|
[si-list]
||
[Date Prev]
[05-2005 Date Index]
[Date Next]
||
[Thread Prev]
[05-2005 Thread Index]
[Thread Next]
[SI-LIST] Re: Comments on "Do you really ship products at BER 10e -xx ?"
- From: Istvan Novak <istvan.novak@xxxxxxx>
- To: Chris.Cheng@xxxxxxxxxxxx
- Date: Sun, 08 May 2005 10:11:57 -0400
Chris,
As you always said, there is no free lunch, so in my view the solution
will be to accept a little more latency and overhead in return of more
robust error detection and/or error correction.

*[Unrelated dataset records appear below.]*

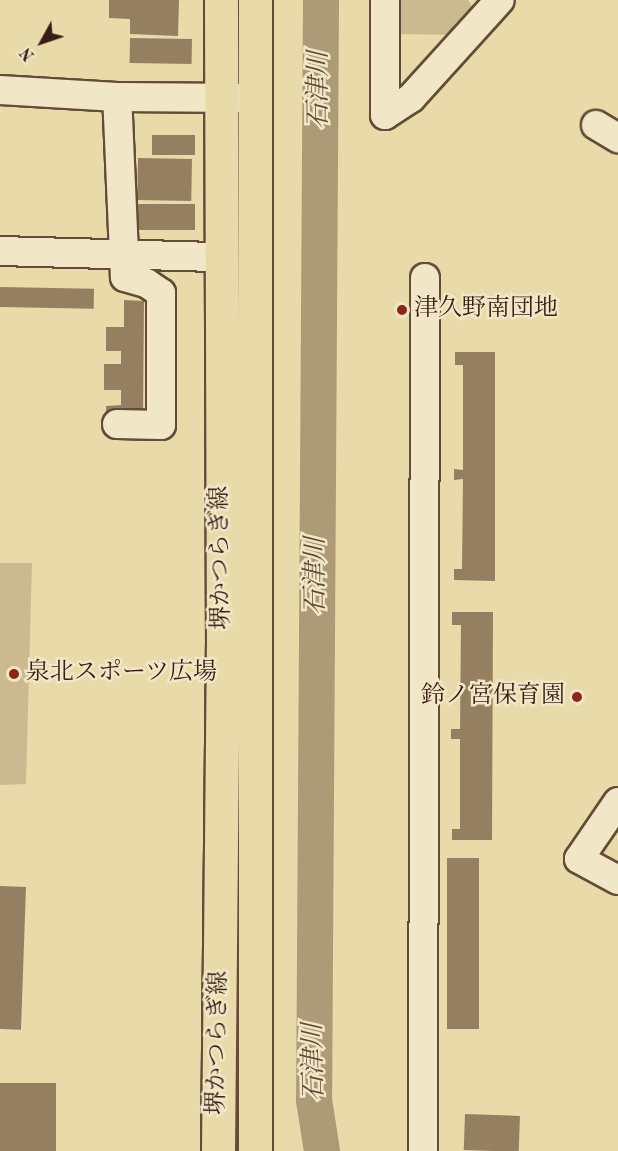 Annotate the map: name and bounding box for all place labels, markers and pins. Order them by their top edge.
place label: 津久野南団地 [414,296,558,324]
marker: 津久野南団地 [395,303,409,317]
place label: 泉北スポーツ広場 [26,660,218,688]
marker: 泉北スポーツ広場 [7,667,21,681]
place label: 鈴ノ宮保育園 [421,683,565,711]
marker: 鈴ノ宮保育園 [570,690,584,704] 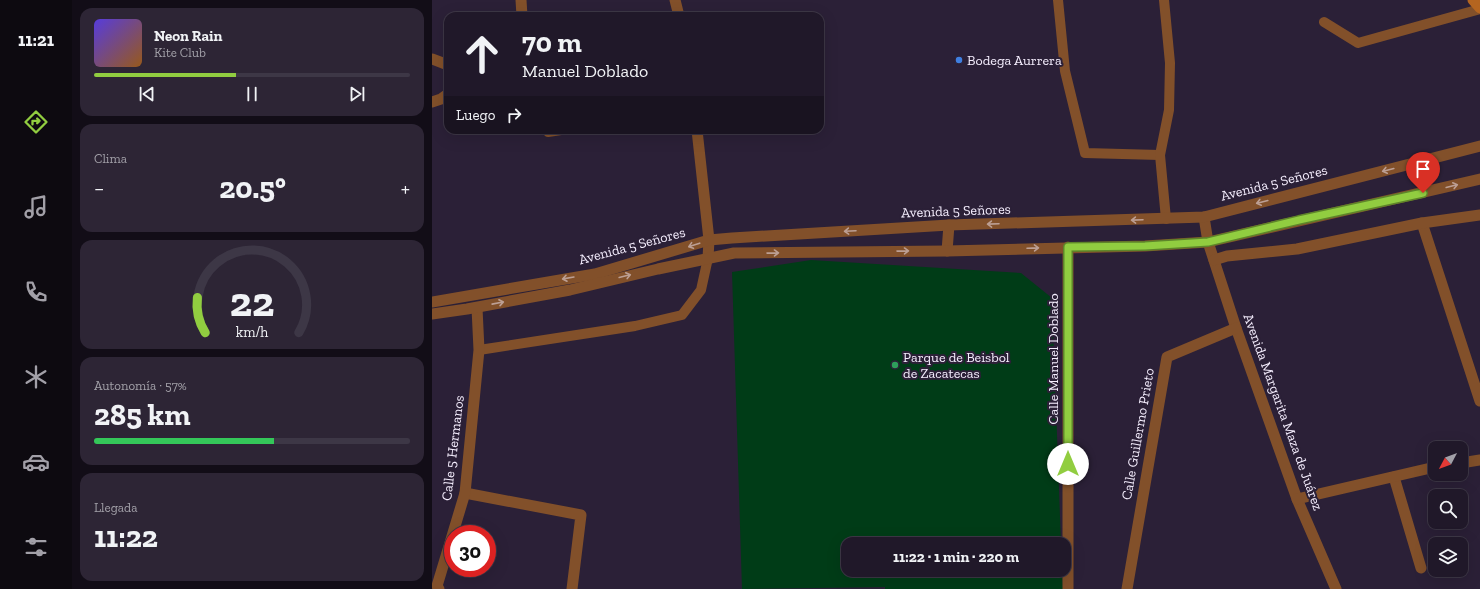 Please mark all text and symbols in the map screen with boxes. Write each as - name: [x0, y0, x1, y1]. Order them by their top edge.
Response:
- text: 70 m: [522, 26, 582, 59]
- text: Neon Rain: [154, 27, 222, 45]
- icon: ahead: [456, 28, 508, 80]
- text: 11:21: [18, 29, 54, 51]
- text: Kite Club: [154, 45, 206, 60]
- place label: Bodega Aurrera: [967, 52, 1062, 69]
- marker: Bodega Aurrera: [954, 55, 964, 65]
- text: Manuel Doblado: [522, 60, 648, 82]
- icon: previous: [136, 83, 158, 105]
- icon: pause: [241, 83, 263, 105]
- icon: next: [346, 83, 368, 105]
- icon: right: [503, 104, 525, 126]
- text: Luego: [456, 106, 495, 124]
- icon: directions: [22, 108, 50, 136]
- text: Clima: [94, 151, 127, 166]
- pin: [1406, 152, 1440, 193]
- icon: arrive: [1412, 158, 1434, 180]
- street label: Avenida 5 Señores: [1219, 161, 1329, 205]
- one-way arrow: [1382, 167, 1395, 174]
- text: 20.5°: [219, 170, 286, 206]
- text: −: [94, 175, 104, 202]
- text: +: [401, 175, 410, 202]
- one-way arrow: [1445, 181, 1458, 189]
- icon: music: [22, 193, 50, 221]
- one-way arrow: [1256, 199, 1269, 206]
- street label: Avenida 5 Señores: [901, 201, 1011, 221]
- one-way arrow: [1131, 216, 1144, 224]
- one-way arrow: [987, 220, 1000, 228]
- street label: Avenida 5 Señores: [577, 224, 687, 268]
- one-way arrow: [844, 227, 857, 235]
- one-way arrow: [688, 242, 700, 250]
- one-way arrow: [1026, 244, 1039, 252]
- one-way arrow: [896, 247, 909, 255]
- one-way arrow: [766, 249, 779, 256]
- one-way arrow: [618, 272, 631, 280]
- one-way arrow: [562, 274, 575, 282]
- text: 22: [230, 276, 274, 326]
- icon: phone: [22, 278, 50, 306]
- street label: Calle Manuel Doblado: [1045, 293, 1062, 425]
- one-way arrow: [491, 299, 504, 307]
- street label: Avenida Margarita Maza de Juárez: [1239, 311, 1327, 513]
- text: km/h: [236, 323, 268, 340]
- place label: Parque de Beisbol de Zacatecas: [903, 349, 1010, 382]
- marker: Parque de Beisbol de Zacatecas: [890, 360, 900, 370]
- icon: climate: [22, 363, 50, 391]
- street label: Calle Guillermo Prieto: [1118, 367, 1158, 501]
- text: Autonomía · 57%: [94, 378, 187, 393]
- street label: Calle 5 Hermanos: [438, 394, 468, 502]
- text: 285 km: [94, 397, 190, 433]
- north arrow: [1428, 441, 1468, 481]
- map controls: [1428, 441, 1468, 577]
- position arrow: [1047, 443, 1089, 485]
- icon: car: [22, 448, 50, 476]
- button: search: [1428, 489, 1468, 529]
- text: Llegada: [94, 500, 137, 515]
- text: 11:22: [94, 519, 158, 555]
- speed limit sign: 30: [444, 525, 496, 577]
- icon: filters: [22, 533, 50, 561]
- button: layers: [1428, 537, 1468, 577]
- text: 11:22 · 1 min · 220 m: [893, 548, 1019, 566] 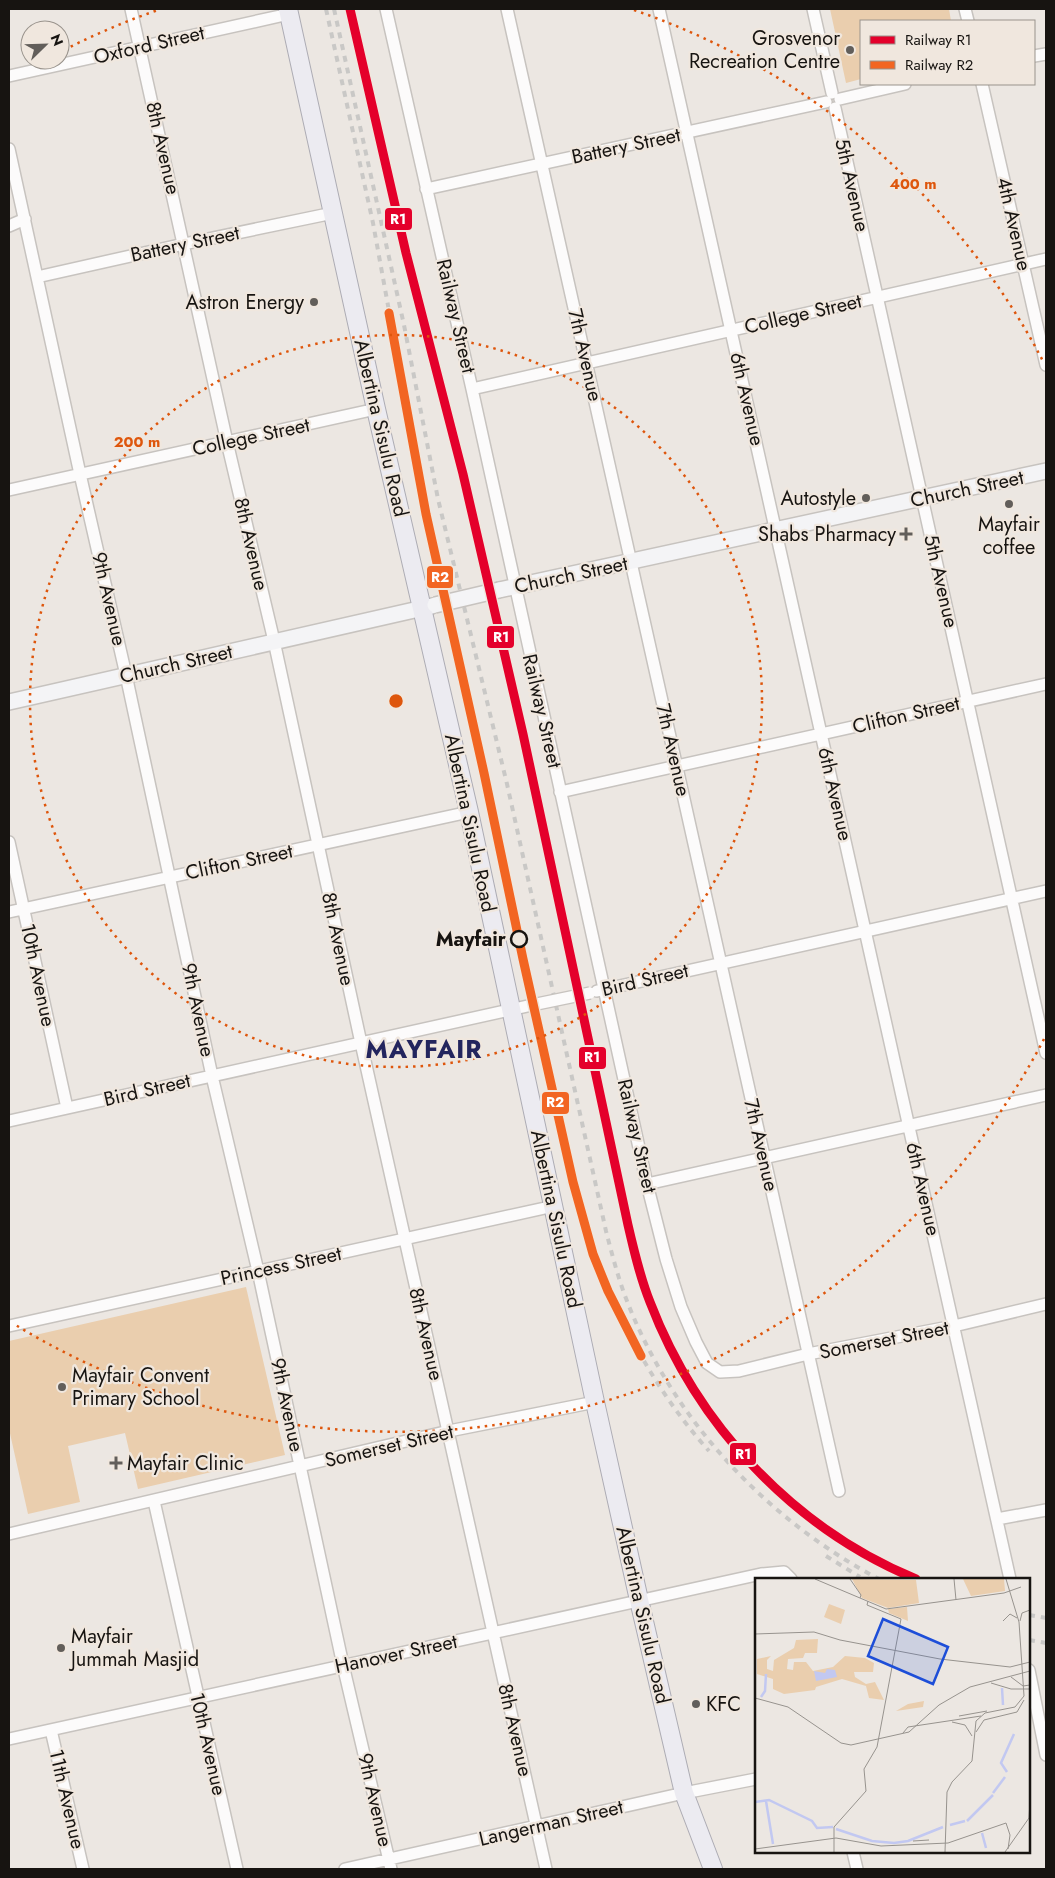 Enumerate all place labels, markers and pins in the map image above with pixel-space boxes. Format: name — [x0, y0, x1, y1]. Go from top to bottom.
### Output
place label: Grosvenor Recreation Centre — [689, 24, 840, 76]
marker: Grosvenor Recreation Centre — [844, 44, 856, 56]
place label: Astron Energy — [185, 288, 304, 317]
marker: Astron Energy — [308, 296, 320, 308]
place label: Autostyle — [780, 484, 856, 513]
marker: Autostyle — [860, 492, 872, 504]
marker: Mayfair coffee — [1003, 498, 1015, 510]
place label: Mayfair coffee — [978, 510, 1040, 562]
place label: Shabs Pharmacy — [758, 520, 896, 549]
marker: Shabs Pharmacy — [900, 528, 912, 540]
centre of rings — [387, 692, 405, 710]
place label: Mayfair — [436, 925, 507, 954]
marker: Mayfair — [510, 930, 528, 948]
place label: Mayfair Convent Primary School — [72, 1361, 209, 1413]
marker: Mayfair Convent Primary School — [56, 1381, 68, 1393]
place label: Mayfair Clinic — [127, 1449, 244, 1478]
marker: Mayfair Clinic — [109, 1456, 123, 1470]
place label: Mayfair Jummah Masjid — [68, 1622, 199, 1674]
marker: Mayfair Jummah Masjid — [55, 1642, 67, 1654]
place label: KFC — [706, 1690, 741, 1719]
marker: KFC — [690, 1698, 702, 1710]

Errors are facts of life, instead of trying to reduce it to 'zero', it
is more
economical to cope with it so that it wont crash the system. As you refer
to the tester guard band issue in the 90's, it was the same time period
when many system designers strongly opposed the data coding and
spread spectrum clocks citing unacceptable price in overhead. True
that these werent an absolute must in the 90's, but they become so
nowadays. The next bullet to bite is to accept more latency and
overhead, and step up error detection and correction. Once this happens,
the exact nature of jitter distribution wont matter much; we just have
to make sure that jitter values that cause a (correctable) error are
rare enough that the performance penalty is acceptable.
Regards,
Istvan Novak
SUN Microsystems
Chris Cheng wrote:
>Mike,
>Welcome to the list.
>It is good to hear from you and Art from the vendor point of view. I am
>particular intrigued by Art's reference paper on how different instruments
>starts to diverge under strong Dj which is what I believe is the true
>challenge in characterizing real running system rather than some PLL in a
>test fixture.
>I also agree that it is not the instrument vendor's fault but rather it is a
>spec imposed by certain committee that without care and fully understood by
>engineers can extrapolate to unrealistic pessimism. I learn a lot from both
>on and off line discussion on this subject.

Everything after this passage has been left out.